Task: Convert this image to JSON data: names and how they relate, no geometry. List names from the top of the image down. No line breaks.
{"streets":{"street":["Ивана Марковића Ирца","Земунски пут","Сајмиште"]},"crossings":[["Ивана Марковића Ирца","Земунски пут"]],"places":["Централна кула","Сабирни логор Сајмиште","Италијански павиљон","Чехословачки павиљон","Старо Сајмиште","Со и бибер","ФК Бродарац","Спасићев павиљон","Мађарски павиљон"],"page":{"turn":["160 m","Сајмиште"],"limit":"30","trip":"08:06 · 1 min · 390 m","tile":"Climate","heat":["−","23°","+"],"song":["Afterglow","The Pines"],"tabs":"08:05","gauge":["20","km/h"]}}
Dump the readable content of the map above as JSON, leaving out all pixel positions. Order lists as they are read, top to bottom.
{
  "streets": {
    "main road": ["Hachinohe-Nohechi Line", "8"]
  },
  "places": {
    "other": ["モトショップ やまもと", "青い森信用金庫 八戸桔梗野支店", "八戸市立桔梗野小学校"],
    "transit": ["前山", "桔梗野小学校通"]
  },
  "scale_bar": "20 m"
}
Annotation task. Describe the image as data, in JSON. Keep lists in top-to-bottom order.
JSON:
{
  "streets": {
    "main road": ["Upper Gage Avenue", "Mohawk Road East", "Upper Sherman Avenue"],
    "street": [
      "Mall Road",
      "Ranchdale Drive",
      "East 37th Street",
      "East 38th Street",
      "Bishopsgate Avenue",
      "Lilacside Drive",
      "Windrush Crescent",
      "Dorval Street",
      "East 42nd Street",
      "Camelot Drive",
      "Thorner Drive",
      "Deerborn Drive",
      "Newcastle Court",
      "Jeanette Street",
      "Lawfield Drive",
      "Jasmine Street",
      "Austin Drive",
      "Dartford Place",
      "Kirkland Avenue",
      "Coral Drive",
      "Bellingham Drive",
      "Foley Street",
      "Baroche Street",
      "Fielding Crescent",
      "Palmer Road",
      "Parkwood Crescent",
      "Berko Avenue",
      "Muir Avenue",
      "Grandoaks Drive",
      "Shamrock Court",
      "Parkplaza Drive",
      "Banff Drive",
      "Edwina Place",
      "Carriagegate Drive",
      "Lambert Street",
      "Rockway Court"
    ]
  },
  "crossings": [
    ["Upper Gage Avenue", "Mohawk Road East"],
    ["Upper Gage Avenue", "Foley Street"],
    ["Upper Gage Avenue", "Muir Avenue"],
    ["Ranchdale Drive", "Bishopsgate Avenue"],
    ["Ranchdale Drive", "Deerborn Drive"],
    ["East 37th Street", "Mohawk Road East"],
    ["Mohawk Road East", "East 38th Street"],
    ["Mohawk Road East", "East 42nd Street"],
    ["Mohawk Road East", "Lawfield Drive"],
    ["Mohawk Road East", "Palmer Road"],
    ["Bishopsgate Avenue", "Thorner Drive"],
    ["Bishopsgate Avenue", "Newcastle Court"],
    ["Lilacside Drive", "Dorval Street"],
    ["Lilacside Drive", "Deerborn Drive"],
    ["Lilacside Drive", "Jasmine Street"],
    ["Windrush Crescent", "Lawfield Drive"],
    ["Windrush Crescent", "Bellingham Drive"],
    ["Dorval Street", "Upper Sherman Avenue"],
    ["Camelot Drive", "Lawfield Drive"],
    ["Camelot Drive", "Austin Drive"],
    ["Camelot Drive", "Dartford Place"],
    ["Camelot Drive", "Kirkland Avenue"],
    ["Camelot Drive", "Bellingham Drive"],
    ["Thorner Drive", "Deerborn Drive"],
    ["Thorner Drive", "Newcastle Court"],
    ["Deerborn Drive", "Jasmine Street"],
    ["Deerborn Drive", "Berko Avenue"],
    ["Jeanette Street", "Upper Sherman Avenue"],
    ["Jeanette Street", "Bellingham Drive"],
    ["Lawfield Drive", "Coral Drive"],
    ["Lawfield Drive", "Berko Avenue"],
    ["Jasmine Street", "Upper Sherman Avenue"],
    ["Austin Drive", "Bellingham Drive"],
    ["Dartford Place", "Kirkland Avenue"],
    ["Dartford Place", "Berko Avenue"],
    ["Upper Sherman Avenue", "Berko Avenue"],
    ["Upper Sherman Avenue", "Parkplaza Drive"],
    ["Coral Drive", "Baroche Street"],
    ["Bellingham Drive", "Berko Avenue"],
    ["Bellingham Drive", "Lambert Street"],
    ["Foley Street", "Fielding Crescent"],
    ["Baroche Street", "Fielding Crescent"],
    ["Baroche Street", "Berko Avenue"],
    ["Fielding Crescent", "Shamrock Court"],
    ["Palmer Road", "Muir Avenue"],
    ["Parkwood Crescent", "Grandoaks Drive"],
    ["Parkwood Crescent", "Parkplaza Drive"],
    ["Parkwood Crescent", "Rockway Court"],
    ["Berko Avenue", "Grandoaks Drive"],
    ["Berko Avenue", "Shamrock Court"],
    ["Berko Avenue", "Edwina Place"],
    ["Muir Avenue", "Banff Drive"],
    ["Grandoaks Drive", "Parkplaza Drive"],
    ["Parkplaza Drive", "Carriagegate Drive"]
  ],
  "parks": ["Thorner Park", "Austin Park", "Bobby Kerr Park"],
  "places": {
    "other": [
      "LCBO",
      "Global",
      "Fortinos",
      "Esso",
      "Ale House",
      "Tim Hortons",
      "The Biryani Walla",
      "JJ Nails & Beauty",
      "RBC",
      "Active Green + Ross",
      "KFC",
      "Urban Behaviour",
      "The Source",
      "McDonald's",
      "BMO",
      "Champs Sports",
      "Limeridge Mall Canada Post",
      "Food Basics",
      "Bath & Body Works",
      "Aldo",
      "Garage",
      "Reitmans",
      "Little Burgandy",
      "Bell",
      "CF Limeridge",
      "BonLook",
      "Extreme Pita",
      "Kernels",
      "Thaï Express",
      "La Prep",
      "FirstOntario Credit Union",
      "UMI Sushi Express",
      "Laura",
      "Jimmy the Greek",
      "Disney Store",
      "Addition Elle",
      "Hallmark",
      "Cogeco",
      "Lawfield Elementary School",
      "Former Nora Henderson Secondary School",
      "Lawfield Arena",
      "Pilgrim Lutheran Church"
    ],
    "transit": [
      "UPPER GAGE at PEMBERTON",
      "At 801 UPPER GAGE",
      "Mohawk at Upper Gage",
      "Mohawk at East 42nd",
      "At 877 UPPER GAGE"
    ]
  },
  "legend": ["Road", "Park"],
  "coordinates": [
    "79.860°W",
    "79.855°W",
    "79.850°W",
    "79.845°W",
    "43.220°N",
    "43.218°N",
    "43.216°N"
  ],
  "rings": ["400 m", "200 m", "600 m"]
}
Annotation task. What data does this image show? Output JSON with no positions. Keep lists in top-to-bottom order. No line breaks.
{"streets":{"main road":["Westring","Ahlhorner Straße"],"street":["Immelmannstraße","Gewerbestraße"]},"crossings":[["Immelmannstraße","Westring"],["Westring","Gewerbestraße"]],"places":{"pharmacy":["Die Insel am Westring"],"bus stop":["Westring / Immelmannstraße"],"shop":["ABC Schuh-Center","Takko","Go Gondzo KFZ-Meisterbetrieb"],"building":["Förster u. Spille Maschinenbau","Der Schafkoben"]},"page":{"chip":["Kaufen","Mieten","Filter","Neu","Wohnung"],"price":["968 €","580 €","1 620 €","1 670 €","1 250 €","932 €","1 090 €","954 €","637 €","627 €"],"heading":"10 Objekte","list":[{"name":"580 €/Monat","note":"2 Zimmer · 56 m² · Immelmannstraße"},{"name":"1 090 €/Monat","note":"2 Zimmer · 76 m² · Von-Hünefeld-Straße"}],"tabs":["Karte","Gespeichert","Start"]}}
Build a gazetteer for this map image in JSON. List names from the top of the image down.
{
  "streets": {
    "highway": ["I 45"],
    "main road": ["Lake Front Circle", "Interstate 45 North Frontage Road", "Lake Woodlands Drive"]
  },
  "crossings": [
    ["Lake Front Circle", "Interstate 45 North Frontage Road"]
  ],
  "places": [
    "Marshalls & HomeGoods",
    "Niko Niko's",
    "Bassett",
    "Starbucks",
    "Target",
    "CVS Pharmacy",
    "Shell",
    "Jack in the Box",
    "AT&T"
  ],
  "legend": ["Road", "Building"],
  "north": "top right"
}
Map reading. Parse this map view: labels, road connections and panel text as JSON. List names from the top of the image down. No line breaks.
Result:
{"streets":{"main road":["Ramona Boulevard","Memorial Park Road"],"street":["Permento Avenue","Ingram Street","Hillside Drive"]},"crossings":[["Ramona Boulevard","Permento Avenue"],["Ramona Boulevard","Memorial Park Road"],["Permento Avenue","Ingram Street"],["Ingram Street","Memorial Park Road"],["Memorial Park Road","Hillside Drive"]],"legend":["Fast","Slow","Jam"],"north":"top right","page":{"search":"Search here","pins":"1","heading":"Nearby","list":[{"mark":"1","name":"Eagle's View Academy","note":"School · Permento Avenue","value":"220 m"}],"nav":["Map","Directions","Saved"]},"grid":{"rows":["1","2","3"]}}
□ □ □ □ □ □ □
* _What you have to do_: In the data above, each line holding "Circle" is to be found and copied.

* _Answer to this problem_:
    "main road": ["Lake Front Circle", "Interstate 45 North Frontage Road", "Lake Woodlands Drive"]
    ["Lake Front Circle", "Interstate 45 North Frontage Road"]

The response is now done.